As weaknesses, one should emphasize the small number of patients, inclusion of patients older than 60 years, and restricted to homocysteine plasma analysis. Homocysteine is stable in a control population. In an Australian study, the homocysteine serum levels were shown to have little fluctuation until the sixties, with a subsequent linear 1 µmol/L per decade change. Stable high creatinina values patients (chronic renal failure) also had a linear relationship, 148 µmol/L/(µmol/L).(26) This piece of information was used in this our study to correct total homocysteine levels. This extrapolation may be considered bias. However, this was true only for three patients (age above 60 years) two of them with chronic renal failure (i.e., two of the three above 60 years old patients), corresponding to only 15% of the patients, and 13% of the collected samples. Another possible limitation is that homocysteine is related to its metabolic pathway co-factors levels. Two of these co-factors, which could be changed during the metabolic response to septic disease, would be folates and complex B vitamins, co-factors for both homocysteine methylation (cobalamin) and cystatione (vitamin B6) production.(27-29) Considering that sepsis is a hypermetabolic condition, these complements changes could influence with homocysteine levels. Even nutritional offer of these factors could have a role.
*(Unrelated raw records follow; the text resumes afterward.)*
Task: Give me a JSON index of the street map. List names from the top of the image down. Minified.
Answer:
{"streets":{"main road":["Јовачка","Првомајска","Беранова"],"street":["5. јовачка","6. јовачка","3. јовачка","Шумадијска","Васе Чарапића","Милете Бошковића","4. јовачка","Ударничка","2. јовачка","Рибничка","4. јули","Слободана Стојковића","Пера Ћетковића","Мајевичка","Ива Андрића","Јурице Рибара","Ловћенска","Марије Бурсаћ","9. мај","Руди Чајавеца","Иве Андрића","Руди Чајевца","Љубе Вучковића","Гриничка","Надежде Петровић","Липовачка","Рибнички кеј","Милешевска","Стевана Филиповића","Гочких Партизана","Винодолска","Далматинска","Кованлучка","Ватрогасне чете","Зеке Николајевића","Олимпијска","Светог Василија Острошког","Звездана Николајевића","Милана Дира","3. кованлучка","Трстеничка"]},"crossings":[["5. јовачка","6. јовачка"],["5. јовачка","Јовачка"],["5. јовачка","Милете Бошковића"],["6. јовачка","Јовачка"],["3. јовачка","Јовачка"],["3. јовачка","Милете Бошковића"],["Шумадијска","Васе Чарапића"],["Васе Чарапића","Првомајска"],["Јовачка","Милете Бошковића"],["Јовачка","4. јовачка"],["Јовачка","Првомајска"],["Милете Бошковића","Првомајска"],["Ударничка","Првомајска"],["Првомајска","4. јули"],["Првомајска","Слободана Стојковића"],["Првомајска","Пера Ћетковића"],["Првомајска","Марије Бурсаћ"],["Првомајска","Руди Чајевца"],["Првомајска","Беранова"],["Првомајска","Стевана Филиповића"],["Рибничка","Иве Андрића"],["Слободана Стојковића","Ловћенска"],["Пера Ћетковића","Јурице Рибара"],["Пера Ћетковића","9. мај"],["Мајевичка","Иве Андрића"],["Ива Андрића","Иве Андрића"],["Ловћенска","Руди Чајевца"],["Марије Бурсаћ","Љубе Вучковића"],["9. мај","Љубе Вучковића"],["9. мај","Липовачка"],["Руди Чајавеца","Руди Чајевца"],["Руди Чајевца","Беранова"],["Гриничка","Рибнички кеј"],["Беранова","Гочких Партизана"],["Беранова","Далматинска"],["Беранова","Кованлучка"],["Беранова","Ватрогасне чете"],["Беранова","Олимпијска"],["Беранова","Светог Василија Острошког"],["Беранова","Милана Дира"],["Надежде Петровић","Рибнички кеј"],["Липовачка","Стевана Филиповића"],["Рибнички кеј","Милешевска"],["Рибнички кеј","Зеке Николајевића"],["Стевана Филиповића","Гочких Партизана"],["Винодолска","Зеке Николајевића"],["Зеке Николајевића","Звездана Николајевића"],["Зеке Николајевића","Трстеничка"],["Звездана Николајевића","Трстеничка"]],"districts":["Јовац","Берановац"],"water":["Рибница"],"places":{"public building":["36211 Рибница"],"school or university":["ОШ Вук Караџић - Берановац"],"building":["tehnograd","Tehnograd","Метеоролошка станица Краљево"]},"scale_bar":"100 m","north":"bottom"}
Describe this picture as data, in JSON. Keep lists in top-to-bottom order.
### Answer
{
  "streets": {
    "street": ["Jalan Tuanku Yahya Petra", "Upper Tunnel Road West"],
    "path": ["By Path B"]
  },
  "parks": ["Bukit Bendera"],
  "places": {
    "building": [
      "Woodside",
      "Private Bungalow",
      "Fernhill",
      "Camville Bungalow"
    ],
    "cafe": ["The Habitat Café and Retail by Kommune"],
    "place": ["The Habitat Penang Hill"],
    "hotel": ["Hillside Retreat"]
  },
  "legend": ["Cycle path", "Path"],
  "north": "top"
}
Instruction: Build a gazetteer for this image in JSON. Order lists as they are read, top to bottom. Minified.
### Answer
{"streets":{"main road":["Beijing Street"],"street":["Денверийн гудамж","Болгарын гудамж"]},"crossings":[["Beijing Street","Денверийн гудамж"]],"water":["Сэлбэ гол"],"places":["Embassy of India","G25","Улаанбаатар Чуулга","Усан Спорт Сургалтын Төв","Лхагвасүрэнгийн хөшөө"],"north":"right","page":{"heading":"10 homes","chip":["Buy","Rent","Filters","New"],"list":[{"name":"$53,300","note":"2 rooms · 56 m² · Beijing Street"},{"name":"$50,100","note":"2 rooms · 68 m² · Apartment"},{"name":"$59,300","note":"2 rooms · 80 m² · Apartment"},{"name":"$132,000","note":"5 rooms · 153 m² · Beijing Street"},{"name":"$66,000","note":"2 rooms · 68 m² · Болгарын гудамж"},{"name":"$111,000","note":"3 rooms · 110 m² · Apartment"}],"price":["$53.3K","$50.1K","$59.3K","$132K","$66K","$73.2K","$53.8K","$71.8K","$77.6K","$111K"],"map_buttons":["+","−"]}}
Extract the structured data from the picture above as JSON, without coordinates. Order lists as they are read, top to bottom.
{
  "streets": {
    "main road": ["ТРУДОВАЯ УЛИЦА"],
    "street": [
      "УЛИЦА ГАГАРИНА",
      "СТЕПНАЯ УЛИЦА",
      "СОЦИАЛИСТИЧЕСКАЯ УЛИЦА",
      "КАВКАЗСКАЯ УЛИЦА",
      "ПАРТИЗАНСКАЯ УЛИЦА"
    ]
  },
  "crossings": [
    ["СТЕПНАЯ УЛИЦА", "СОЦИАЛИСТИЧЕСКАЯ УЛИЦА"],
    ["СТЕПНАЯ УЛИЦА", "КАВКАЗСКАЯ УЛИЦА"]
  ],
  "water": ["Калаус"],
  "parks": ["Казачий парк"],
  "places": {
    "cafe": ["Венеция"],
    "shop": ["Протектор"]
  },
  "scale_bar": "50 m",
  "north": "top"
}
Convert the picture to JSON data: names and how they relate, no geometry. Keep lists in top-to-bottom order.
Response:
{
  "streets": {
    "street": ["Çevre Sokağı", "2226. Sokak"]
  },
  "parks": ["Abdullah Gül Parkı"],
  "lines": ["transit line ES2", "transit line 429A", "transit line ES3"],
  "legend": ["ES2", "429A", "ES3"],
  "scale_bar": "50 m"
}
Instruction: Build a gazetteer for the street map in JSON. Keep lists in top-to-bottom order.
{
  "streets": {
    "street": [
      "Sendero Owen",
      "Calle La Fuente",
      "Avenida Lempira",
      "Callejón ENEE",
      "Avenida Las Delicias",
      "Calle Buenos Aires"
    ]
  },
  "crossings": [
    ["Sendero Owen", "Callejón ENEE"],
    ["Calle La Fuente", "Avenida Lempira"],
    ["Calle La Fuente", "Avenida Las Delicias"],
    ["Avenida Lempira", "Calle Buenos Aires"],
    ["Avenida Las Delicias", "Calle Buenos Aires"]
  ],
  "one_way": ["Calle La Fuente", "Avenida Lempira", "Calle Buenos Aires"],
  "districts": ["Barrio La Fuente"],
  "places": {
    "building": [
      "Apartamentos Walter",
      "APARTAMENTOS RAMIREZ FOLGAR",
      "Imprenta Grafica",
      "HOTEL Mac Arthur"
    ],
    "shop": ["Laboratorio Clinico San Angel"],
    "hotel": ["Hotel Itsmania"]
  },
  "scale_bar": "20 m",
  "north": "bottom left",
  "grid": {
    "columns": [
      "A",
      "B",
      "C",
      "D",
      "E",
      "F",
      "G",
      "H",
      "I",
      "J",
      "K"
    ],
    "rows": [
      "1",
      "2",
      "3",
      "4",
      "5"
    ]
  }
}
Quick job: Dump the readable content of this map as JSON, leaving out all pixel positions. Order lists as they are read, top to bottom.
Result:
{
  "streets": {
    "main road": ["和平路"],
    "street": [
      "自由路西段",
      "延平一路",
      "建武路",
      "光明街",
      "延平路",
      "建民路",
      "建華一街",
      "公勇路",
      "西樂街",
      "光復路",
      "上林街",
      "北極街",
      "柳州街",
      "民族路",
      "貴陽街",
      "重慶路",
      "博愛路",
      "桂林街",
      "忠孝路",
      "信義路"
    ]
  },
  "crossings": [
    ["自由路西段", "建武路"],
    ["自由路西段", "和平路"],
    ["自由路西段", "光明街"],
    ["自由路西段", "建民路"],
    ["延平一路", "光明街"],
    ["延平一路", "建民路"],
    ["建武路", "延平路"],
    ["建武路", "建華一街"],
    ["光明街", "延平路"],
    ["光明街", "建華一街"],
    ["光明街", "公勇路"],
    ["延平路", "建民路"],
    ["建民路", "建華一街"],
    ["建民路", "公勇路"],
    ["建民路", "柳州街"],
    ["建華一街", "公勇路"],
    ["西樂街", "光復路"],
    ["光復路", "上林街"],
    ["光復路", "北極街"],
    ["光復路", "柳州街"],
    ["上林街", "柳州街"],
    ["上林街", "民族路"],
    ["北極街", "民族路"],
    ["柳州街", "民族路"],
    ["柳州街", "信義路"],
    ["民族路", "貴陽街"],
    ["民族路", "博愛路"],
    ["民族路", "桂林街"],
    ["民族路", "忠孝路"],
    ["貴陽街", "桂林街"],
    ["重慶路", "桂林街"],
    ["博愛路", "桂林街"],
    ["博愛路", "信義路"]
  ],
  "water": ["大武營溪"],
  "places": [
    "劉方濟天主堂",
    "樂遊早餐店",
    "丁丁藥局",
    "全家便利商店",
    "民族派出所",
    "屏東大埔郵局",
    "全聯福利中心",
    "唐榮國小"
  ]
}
Unfortunately, the serum analyses were restricted to homocysteine.



Our results suggest no correlation between serum homocysteine levels and SOFA score or mortality. As SOFA is well accepted as a septic patients organ dysfunction marker, we conclude that it was not possible to correlate serum homocysteine levels with worsened organ systems function parameters, likely indicating that homocysteine is not involved in sepsis endothelial dysfunction pathophysiology.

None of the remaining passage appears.